There’s been a lot of discussion lately around code, no-code, and what the future might look like with these types of solutions in the data industry. If you haven’t yet read Tristan’s roundup or Sarah’s post, I highly encourage you do to so. They’re both great reads and are exactly what I’ll be talking about in this post.
Why are we having these discussions? Why do we care?
It seems inevitable that both code and no-code solutions will always exist, but is there a future where a symbiotic mutualistic relationship between the two exists?
If you ask any engineer whether they’d prefer a no-code solution over a coded one, the answer is almost unanimously for code, and it’s easy to understand why. The primary consequences of using no-code solutions are antithetical to the workflows and principles of an engineering organization:
they lack version control, pull requests, diffs, reviews,
they create chaos in both governance and democratization,
they don’t play well with others (e.g. vendor lock-in),
they don’t lend themselves towards interoperability.
Despite these drawbacks, there are numerous benefits that we can realize from no/low-code solutions.
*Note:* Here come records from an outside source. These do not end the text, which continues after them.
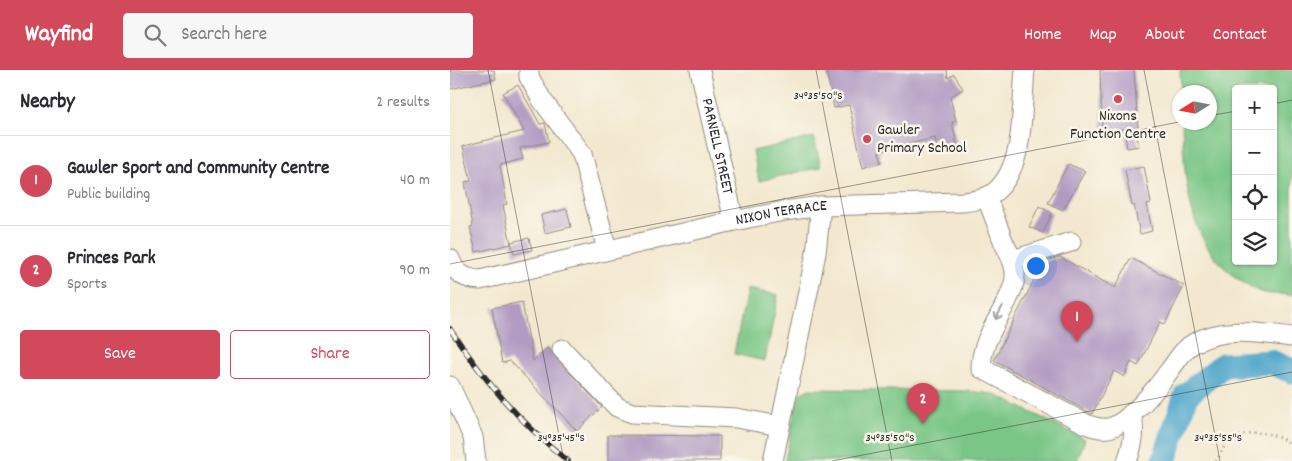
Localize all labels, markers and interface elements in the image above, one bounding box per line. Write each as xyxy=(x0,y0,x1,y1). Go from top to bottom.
search box xyxy=(123,13,473,58)
text: Wayfind xyxy=(25,18,93,52)
icon: search xyxy=(141,21,169,49)
text: Search here xyxy=(181,22,267,49)
text: Home xyxy=(1024,23,1061,48)
text: Map xyxy=(1089,23,1117,48)
text: About xyxy=(1145,23,1185,48)
text: Contact xyxy=(1213,23,1267,48)
north arrow xyxy=(1172,85,1217,130)
map controls xyxy=(1232,85,1277,265)
button: + xyxy=(1232,85,1277,130)
text: Nearby xyxy=(20,88,75,118)
text: 34°35'50"S xyxy=(793,88,843,105)
text: 2 results xyxy=(376,91,430,114)
marker: Nixons Function Centre xyxy=(1112,93,1124,105)
street label: PARNELL STREET xyxy=(695,96,739,197)
place label: Nixons Function Centre xyxy=(1070,105,1166,146)
place label: Gawler Primary School xyxy=(877,119,967,160)
button: − xyxy=(1232,130,1277,175)
marker: Gawler Primary School xyxy=(861,133,873,145)
text: Gawler Sport and Community Centre xyxy=(67,156,329,183)
text: 1 xyxy=(34,169,38,192)
text: 40 m xyxy=(400,169,430,192)
button: locate xyxy=(1232,175,1277,220)
text: Public building xyxy=(67,183,150,206)
street label: NIXON TERRACE xyxy=(734,194,828,232)
button: layers xyxy=(1232,220,1277,265)
text: Princes Park xyxy=(67,246,156,273)
your location xyxy=(1023,253,1049,279)
text: 2 xyxy=(33,259,40,282)
text: 90 m xyxy=(399,259,430,282)
text: Sports xyxy=(67,273,107,296)
pin: 1 xyxy=(1061,301,1093,342)
one-way arrow xyxy=(994,306,1004,321)
button: Save xyxy=(20,330,220,379)
button: Share xyxy=(230,330,430,379)
pin: 2 xyxy=(907,383,939,424)
text: 34°35'45"S xyxy=(537,430,585,447)
text: 34°35'50"S xyxy=(865,430,915,447)
text: 34°35'55"S xyxy=(1194,430,1242,447)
Namely, they reduce the barrier to participation in technical workflows — they enable a wider, non-technical audience to contribute not only where they were previously unable to do so, but also in ways they were previously unable to — and ideally, those ways need to directly integrate with engineering processes and best practices.
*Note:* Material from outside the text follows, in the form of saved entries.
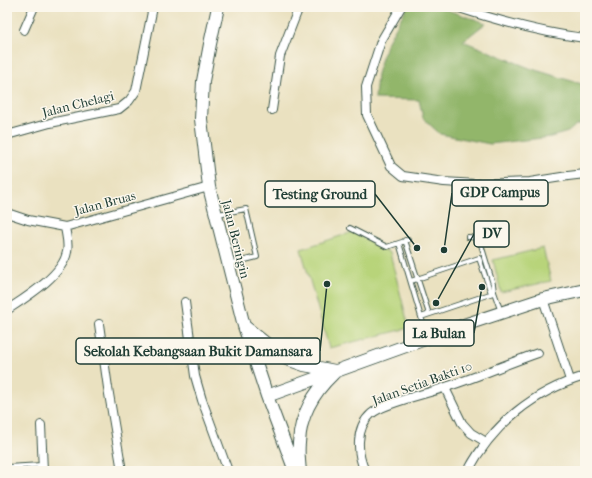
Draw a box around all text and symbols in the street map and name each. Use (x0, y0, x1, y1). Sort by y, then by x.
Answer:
street label: Jalan Chelagi (40, 88, 116, 120)
callout: GDP Campus (452, 180, 548, 206)
callout: Testing Ground (265, 181, 375, 207)
text: GDP Campus (460, 184, 541, 201)
text: Testing Ground (272, 186, 369, 203)
street label: Jalan Bruas (72, 188, 137, 219)
street label: Jalan Beringin (219, 197, 253, 280)
callout: DV (474, 221, 509, 247)
text: DV (482, 225, 503, 242)
callout: La Bulan (404, 320, 474, 346)
text: La Bulan (412, 325, 467, 342)
callout: Sekolah Kebangsaan Bukit Damansara (76, 338, 320, 364)
text: Sekolah Kebangsaan Bukit Damansara (84, 343, 313, 360)
street label: Jalan Setia Bakti 10 (369, 358, 474, 408)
So what do we need to think about in building these solutions to ensure they seamlessly integrate with engineering workflows? There’s a particular excerpt from Tristan’s post that aims to define what the requirements of a combined code & no-code solution might look like.
Here are what I believe the requirements of a great no-code solution to be:
No-code systems actually have to, behind the scenes, write code. They have to anticipate that there will be two main modalities: code written by their tools, and code written by hand. Both modalities must be a part of the experience of using the product, even if the product itself doesn’t contain a code editor. The language ergonomics are a part of the product.)
No-code products must store their resulting code as a files in a filesystem. git, CI/CD, PRs, and all developer automation rely on code living in files, not traditional data stores that one would typically build a SaaS product on top of.
No-code products must integrate with git providers as the primary source of truth for the current state of the codebase.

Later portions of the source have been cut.